> [Provided data]
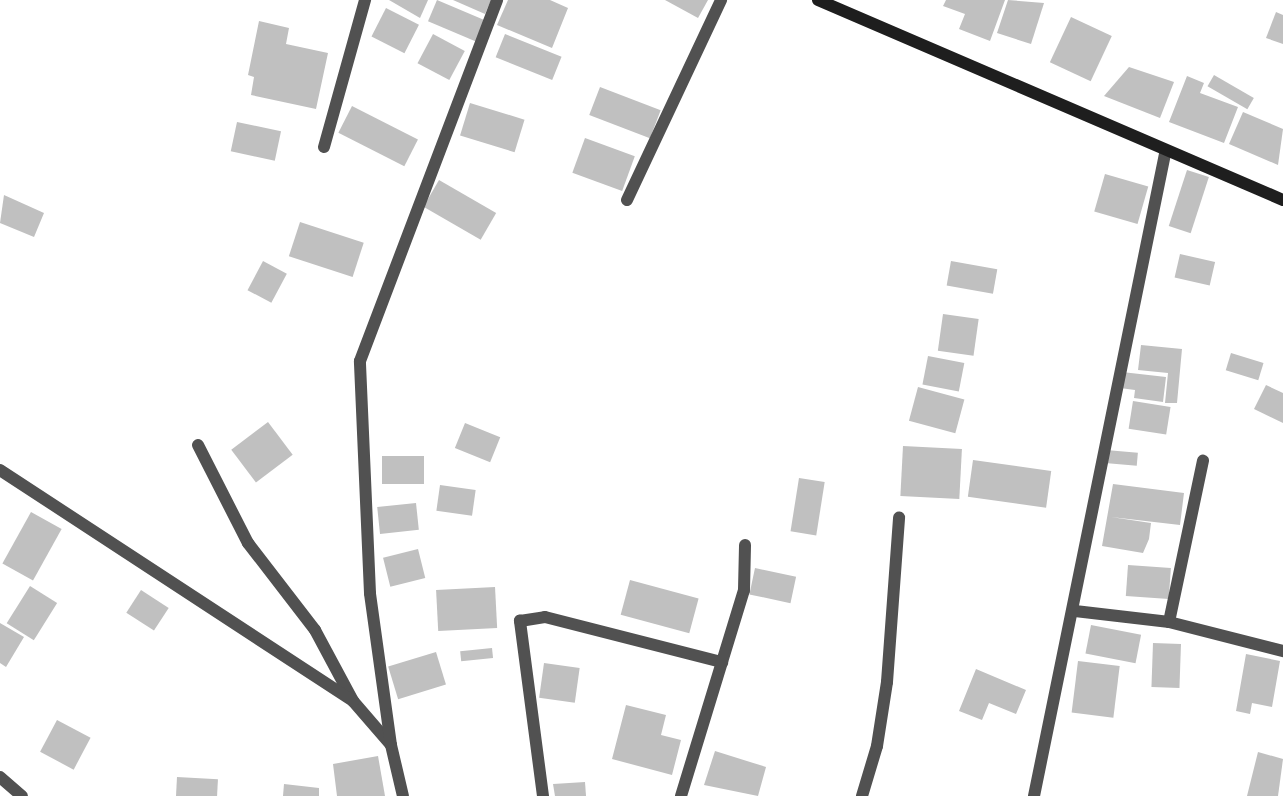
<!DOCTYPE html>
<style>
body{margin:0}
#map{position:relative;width:1283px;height:796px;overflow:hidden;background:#fff;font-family:Ubuntu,sans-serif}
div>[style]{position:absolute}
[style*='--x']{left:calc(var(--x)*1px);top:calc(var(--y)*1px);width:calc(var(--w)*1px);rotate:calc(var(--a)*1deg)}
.building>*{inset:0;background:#c0c0c0;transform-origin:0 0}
.street>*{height:12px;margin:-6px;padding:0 6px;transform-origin:6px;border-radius:6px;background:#515151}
.secondary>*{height:12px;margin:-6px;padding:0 6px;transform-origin:6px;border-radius:6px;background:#1e1e1e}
span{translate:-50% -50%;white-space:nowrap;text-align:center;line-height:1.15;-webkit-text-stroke:5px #fff;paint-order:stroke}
</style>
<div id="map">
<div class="building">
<div style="clip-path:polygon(389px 0,428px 0,420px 18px)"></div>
<div style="left:437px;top:0;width:52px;height:23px;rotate:23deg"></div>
<div style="clip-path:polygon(453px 0,491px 0,485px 14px)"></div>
<div style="clip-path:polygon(508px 0,550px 0,568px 8px,552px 48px,497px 25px)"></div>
<div style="clip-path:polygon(665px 0,708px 0,698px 18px)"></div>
<div style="clip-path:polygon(946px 0,1005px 0,990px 41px,959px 29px,965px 14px,943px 6px)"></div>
<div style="clip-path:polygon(1008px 0,1044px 3px,1031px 44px,997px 33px)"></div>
<div style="left:386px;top:8px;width:37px;height:32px;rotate:27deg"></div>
<div style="clip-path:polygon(1276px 12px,1283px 15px,1283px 44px,1266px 38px)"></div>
<div style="left:1071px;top:17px;width:45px;height:50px;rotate:25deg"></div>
<div style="clip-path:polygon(259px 21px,289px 28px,286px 44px,328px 53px,316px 109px,251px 95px,254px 77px,248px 75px)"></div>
<div style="left:433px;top:34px;width:36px;height:33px;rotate:28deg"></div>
<div style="left:505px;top:34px;width:61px;height:25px;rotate:22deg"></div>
<div style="clip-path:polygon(1129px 67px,1174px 82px,1160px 118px,1104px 96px)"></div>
<div style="left:1214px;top:75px;width:46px;height:13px;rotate:30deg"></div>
<div style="clip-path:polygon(1187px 76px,1204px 83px,1200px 93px,1238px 107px,1224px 143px,1169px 122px)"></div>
<div style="left:600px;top:87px;width:65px;height:30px;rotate:21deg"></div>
<div style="left:470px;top:103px;width:57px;height:34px;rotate:17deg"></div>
<div style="left:352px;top:106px;width:74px;height:30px;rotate:27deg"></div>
<div style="clip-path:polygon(1243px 112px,1283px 129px,1278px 165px,1229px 144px)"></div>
<div style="left:237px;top:122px;width:45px;height:30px;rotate:12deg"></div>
<div style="left:585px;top:138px;width:53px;height:37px;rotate:20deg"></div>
<div style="left:1187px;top:170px;width:23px;height:59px;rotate:18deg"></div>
<div style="left:1105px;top:174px;width:45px;height:39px;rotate:16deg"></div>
<div style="left:439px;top:180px;width:66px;height:31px;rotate:30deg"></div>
<div style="clip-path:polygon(4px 195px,44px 213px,34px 237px,0 223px)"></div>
<div style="left:300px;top:222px;width:67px;height:36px;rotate:18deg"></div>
<div style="left:1180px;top:254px;width:36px;height:24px;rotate:13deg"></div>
<div style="left:263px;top:261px;width:27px;height:33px;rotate:28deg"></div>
<div style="left:951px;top:261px;width:47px;height:25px;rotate:10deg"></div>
<div style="left:943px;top:314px;width:36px;height:37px;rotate:8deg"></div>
<div style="clip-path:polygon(1141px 345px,1182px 349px,1177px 403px,1165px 403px,1168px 373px,1138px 370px)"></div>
<div style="left:1231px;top:353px;width:34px;height:18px;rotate:17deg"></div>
<div style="left:928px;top:356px;width:37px;height:29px;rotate:11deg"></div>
<div style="clip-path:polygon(1122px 372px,1166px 377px,1163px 402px,1134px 398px,1135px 390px,1120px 388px)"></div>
<div style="clip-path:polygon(1266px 385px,1283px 393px,1283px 423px,1254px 409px)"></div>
<div style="left:918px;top:387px;width:48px;height:35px;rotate:15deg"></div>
<div style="left:1133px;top:401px;width:38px;height:28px;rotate:9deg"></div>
<div style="left:268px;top:422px;width:41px;height:46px;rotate:53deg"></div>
<div style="left:465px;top:423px;width:38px;height:27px;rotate:22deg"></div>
<div style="left:903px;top:446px;width:59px;height:50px;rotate:3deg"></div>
<div style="left:1106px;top:450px;width:32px;height:13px;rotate:5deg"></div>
<div style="left:424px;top:456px;width:28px;height:42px;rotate:90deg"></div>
<div style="left:973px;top:460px;width:79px;height:37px;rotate:8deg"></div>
<div style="left:799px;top:478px;width:26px;height:54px;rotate:9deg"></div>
<div style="clip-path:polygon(1113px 484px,1184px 493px,1180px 525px,1111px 517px,1151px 523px,1149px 539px,1143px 553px,1102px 546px)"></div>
<div style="left:440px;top:485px;width:36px;height:26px;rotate:8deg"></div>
<div style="left:416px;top:503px;width:27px;height:39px;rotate:84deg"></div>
<div style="left:31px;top:512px;width:35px;height:59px;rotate:29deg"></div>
<div style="left:418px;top:549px;width:30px;height:36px;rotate:76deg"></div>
<div style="left:1128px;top:565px;width:43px;height:31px;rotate:4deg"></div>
<div style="left:755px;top:568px;width:42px;height:27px;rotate:12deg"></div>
<div style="left:630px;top:580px;width:71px;height:36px;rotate:15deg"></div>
<div style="left:30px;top:586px;width:32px;height:44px;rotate:32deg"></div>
<div style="left:495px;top:587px;width:41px;height:59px;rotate:87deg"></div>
<div style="left:141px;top:590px;width:33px;height:27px;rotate:33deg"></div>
<div style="clip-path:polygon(0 623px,24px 637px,6px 667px,0 663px)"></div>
<div style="left:1091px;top:625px;width:51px;height:29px;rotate:11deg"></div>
<div style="left:1153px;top:643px;width:28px;height:44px;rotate:2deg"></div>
<div style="left:492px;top:648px;width:10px;height:32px;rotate:84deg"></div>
<div style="left:436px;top:652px;width:34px;height:50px;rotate:73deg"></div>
<div style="clip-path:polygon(1246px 654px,1280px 661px,1272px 707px,1252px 703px,1250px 714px,1236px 711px)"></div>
<div style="left:1078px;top:661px;width:42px;height:52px;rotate:7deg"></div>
<div style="left:544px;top:663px;width:36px;height:35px;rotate:8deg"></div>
<div style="clip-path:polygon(976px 669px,1026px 690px,1016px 714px,989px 703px,982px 720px,959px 711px)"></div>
<div style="clip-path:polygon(626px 705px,666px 715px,661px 735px,681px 740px,672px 775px,612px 759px)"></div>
<div style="left:57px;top:720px;width:38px;height:36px;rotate:28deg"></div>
<div style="clip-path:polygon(715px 751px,766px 767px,758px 796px,704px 785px)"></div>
<div style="clip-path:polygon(1258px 752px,1283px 759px,1278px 796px,1247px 796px)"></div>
<div style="clip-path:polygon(378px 756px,385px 796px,337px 796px,333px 764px)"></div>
<div style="left:177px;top:777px;width:41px;height:19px;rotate:3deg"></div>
<div style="clip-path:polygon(585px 782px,586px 796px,555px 796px,553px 784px)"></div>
<div style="clip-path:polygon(284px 784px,319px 788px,319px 796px,283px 796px)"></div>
</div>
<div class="street">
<div style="--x:324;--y:147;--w:153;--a:-74.4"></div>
<div style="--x:627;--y:200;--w:221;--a:-64.8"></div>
<div style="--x:198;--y:445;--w:110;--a:63"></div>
<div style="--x:248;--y:543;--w:110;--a:52.4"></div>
<div style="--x:315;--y:630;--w:81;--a:61.8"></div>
<div style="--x:353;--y:701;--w:58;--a:49.2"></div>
<div style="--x:391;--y:745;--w:52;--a:76.8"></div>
<div style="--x:0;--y:470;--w:422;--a:33.2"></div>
<div style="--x:1075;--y:611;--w:95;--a:6.7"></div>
<div style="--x:1169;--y:622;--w:118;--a:14.3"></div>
<div style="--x:1169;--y:622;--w:165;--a:-78.1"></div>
<div style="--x:391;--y:745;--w:153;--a:-97.9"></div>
<div style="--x:370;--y:593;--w:232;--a:-92.5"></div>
<div style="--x:360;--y:361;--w:386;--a:-69.2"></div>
<div style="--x:0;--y:777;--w:29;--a:41"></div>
<div style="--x:543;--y:796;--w:177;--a:-97.5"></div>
<div style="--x:520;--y:621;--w:25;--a:-9"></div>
<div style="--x:545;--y:617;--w:183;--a:14.3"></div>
<div style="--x:681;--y:796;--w:215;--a:-73"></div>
<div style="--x:744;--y:590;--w:45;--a:-88.7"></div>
<div style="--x:862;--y:796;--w:52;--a:-73.3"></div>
<div style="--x:877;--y:746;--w:65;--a:-81.1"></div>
<div style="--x:887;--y:682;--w:165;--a:-85.8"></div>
<div style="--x:1034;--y:796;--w:655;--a:-78.47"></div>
</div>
<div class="secondary">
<div style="--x:818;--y:0;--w:506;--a:23.27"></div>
</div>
</div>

> [Prompt] In the material above, find every line that has the string "position" and pull those lines out.

> [Response for this exercise]
#map{position:relative;width:1283px;height:796px;overflow:hidden;background:#fff;font-family:Ubuntu,sans-serif}
div>[style]{position:absolute}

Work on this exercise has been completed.